------ Data to examine

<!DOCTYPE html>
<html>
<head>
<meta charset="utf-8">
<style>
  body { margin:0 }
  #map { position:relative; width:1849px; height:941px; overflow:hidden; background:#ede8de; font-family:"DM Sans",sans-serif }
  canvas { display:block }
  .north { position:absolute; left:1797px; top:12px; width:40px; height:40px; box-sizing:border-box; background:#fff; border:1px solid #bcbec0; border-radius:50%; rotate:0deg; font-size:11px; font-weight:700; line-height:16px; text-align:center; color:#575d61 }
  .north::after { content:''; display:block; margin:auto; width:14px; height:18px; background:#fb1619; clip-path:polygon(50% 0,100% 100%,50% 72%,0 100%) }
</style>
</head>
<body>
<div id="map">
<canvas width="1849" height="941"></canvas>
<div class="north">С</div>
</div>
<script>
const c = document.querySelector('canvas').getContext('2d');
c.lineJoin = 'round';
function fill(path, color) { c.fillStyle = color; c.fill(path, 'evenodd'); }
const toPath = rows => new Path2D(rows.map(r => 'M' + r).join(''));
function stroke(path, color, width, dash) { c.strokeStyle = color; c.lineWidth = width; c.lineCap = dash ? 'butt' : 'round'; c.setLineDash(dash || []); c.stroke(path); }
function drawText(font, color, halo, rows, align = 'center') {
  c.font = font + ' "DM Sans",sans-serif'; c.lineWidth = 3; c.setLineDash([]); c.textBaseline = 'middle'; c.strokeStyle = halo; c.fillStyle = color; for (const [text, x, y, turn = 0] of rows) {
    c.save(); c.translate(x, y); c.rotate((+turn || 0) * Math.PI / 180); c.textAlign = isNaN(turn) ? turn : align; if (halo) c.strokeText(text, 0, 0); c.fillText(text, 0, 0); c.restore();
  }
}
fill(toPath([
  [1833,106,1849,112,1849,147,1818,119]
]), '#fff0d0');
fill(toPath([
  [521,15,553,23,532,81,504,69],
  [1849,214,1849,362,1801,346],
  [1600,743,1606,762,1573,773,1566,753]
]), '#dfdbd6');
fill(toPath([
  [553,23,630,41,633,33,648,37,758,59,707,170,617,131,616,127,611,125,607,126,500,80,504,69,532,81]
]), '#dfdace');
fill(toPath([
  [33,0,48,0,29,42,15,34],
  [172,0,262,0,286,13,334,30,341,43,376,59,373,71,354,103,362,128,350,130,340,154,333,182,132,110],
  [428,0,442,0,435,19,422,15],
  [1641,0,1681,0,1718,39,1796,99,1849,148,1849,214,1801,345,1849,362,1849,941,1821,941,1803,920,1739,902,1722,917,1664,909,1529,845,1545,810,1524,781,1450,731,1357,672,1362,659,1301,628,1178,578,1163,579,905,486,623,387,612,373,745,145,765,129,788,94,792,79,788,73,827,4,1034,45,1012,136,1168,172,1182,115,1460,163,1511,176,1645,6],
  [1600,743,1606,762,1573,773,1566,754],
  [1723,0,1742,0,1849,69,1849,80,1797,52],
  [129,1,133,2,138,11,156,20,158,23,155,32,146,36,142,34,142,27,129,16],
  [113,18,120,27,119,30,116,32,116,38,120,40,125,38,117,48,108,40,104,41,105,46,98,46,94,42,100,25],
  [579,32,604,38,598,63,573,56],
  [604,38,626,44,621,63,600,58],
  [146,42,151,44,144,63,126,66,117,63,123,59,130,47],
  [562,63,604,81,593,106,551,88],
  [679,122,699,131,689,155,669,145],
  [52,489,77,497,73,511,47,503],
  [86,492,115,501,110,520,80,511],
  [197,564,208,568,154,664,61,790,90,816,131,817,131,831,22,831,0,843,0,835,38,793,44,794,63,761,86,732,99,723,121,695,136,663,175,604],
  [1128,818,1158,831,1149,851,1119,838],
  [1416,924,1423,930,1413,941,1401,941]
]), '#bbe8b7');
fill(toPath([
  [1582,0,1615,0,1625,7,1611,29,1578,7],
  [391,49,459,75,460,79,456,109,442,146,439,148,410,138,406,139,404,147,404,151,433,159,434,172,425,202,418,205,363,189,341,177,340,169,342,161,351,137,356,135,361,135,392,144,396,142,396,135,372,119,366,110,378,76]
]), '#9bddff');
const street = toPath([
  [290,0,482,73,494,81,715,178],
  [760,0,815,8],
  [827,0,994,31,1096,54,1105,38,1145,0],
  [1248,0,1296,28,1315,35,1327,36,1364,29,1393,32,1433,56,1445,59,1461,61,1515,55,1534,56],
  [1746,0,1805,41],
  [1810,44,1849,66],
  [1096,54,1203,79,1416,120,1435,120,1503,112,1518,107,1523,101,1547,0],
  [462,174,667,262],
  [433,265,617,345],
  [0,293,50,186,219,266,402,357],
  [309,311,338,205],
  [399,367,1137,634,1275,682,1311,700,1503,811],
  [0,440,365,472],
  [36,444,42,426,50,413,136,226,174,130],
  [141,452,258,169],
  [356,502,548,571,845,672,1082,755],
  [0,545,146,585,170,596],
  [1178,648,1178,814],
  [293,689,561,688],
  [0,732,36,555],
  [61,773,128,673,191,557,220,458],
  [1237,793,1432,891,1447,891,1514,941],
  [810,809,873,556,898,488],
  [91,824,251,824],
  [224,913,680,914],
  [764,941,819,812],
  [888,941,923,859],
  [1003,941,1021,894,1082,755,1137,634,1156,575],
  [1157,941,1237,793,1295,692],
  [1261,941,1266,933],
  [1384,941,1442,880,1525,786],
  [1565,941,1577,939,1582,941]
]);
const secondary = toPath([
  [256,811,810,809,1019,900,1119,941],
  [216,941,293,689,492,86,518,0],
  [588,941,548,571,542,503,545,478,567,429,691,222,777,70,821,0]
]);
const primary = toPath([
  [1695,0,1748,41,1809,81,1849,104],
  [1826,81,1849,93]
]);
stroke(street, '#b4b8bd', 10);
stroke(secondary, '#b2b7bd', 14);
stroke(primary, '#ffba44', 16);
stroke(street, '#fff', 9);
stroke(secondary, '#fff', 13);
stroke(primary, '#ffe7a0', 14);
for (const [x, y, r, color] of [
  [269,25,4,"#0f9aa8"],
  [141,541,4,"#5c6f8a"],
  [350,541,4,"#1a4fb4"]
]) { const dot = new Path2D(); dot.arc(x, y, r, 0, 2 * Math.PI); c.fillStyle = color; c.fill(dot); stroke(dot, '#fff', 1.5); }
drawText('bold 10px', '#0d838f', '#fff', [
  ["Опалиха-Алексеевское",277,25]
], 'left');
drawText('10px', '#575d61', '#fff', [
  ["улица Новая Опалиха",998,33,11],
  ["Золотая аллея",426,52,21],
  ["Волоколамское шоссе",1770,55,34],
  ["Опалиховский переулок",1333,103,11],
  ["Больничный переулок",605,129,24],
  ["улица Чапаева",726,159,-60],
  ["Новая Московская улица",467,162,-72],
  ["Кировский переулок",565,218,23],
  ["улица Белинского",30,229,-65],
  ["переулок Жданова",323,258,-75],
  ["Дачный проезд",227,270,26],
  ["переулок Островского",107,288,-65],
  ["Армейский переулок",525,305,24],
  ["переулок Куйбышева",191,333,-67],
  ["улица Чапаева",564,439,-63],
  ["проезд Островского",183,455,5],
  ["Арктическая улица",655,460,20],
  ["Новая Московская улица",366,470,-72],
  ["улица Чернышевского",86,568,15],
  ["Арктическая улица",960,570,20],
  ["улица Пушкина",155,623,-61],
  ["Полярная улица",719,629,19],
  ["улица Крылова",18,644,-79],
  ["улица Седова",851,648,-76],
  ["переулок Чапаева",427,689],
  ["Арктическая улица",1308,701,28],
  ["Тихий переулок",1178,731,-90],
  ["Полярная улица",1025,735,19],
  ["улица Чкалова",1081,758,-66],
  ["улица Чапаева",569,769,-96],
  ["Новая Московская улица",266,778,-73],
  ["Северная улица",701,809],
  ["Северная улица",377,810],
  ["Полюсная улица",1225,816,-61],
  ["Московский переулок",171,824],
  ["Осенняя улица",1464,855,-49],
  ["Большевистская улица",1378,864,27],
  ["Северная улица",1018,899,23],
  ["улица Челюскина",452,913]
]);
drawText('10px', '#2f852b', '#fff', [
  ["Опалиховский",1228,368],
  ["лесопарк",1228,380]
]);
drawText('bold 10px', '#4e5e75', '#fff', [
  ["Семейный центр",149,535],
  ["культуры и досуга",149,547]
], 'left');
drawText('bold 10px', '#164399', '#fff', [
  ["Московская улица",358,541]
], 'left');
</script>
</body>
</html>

------------
------ Data to examine

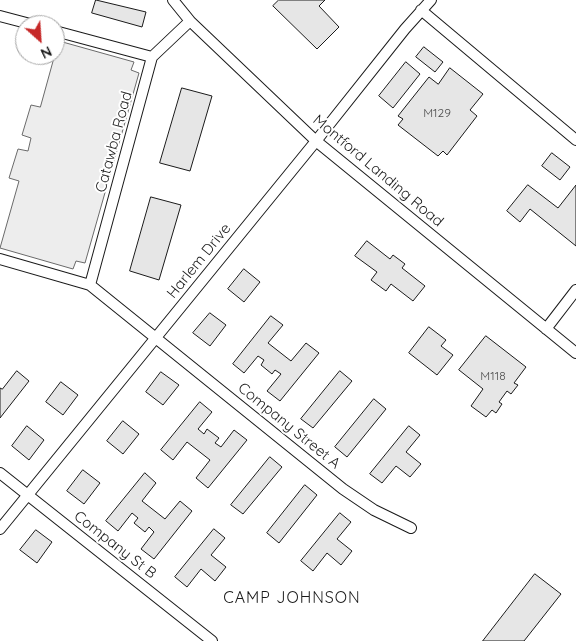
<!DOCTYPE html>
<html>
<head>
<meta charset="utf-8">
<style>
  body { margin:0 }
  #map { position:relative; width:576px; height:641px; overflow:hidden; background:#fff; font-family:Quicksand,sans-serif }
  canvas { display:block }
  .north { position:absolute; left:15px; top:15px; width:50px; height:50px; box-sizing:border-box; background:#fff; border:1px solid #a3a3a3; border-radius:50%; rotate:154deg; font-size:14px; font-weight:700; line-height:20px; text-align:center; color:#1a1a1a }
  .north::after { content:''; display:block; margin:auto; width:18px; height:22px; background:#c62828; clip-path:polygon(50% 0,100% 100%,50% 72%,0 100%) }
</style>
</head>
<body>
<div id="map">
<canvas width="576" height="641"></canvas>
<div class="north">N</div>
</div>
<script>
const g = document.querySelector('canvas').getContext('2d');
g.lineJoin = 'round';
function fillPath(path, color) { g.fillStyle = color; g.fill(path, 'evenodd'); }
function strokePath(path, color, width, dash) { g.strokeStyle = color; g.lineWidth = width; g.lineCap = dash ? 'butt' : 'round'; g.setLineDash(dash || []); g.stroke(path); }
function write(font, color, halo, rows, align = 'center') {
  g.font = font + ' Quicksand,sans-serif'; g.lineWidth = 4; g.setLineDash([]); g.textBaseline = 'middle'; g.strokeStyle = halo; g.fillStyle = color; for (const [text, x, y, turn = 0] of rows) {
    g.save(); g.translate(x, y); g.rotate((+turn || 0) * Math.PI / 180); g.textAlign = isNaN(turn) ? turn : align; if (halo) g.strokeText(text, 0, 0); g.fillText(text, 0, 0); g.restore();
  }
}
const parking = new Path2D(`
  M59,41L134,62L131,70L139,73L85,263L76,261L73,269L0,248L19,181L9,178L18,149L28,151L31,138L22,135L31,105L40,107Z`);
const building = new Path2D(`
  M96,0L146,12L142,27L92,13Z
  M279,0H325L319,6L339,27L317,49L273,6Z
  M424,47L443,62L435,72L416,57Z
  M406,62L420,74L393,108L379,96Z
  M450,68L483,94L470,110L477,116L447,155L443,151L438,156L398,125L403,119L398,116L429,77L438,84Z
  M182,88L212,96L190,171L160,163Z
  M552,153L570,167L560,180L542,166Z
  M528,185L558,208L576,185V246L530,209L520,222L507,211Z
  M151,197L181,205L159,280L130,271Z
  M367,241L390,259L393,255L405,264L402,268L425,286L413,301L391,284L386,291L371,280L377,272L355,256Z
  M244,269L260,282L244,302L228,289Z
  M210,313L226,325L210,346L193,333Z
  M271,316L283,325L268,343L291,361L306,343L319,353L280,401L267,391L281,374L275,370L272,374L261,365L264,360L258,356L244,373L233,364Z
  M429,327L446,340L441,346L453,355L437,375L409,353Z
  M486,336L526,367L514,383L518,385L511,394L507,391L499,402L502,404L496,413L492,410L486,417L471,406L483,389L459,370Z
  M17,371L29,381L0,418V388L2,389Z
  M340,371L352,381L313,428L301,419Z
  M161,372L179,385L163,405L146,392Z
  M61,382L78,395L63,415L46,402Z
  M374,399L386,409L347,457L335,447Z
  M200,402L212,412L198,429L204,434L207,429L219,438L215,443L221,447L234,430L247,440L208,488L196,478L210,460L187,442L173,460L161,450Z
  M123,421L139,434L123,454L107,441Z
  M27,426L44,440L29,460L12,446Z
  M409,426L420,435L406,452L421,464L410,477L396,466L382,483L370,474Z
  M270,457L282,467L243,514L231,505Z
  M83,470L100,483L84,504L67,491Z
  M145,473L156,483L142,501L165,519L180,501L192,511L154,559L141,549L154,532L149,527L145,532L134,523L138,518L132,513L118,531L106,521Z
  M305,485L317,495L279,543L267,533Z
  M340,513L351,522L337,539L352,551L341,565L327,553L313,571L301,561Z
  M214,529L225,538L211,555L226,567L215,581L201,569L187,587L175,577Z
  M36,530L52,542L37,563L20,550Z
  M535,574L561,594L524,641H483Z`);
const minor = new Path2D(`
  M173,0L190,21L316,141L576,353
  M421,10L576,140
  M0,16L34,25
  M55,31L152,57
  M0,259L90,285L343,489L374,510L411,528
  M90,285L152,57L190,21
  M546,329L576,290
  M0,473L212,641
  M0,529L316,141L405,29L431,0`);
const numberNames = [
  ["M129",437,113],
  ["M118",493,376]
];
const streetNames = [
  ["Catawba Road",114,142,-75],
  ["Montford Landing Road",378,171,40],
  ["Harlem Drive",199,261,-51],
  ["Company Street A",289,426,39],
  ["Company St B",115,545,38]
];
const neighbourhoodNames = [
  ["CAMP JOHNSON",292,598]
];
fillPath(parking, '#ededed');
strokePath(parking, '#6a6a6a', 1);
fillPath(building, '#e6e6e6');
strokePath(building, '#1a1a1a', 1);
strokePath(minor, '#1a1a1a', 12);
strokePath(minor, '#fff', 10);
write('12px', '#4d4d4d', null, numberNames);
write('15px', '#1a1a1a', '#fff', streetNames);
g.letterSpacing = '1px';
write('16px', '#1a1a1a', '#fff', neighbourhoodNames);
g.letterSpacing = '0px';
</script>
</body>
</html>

------------

The answer must consist of every line from the data that holds the string "fillText".

> Result of this task:
    c.save(); c.translate(x, y); c.rotate((+turn || 0) * Math.PI / 180); c.textAlign = isNaN(turn) ? turn : align; if (halo) c.strokeText(text, 0, 0); c.fillText(text, 0, 0); c.restore();
    g.save(); g.translate(x, y); g.rotate((+turn || 0) * Math.PI / 180); g.textAlign = isNaN(turn) ? turn : align; if (halo) g.strokeText(text, 0, 0); g.fillText(text, 0, 0); g.restore();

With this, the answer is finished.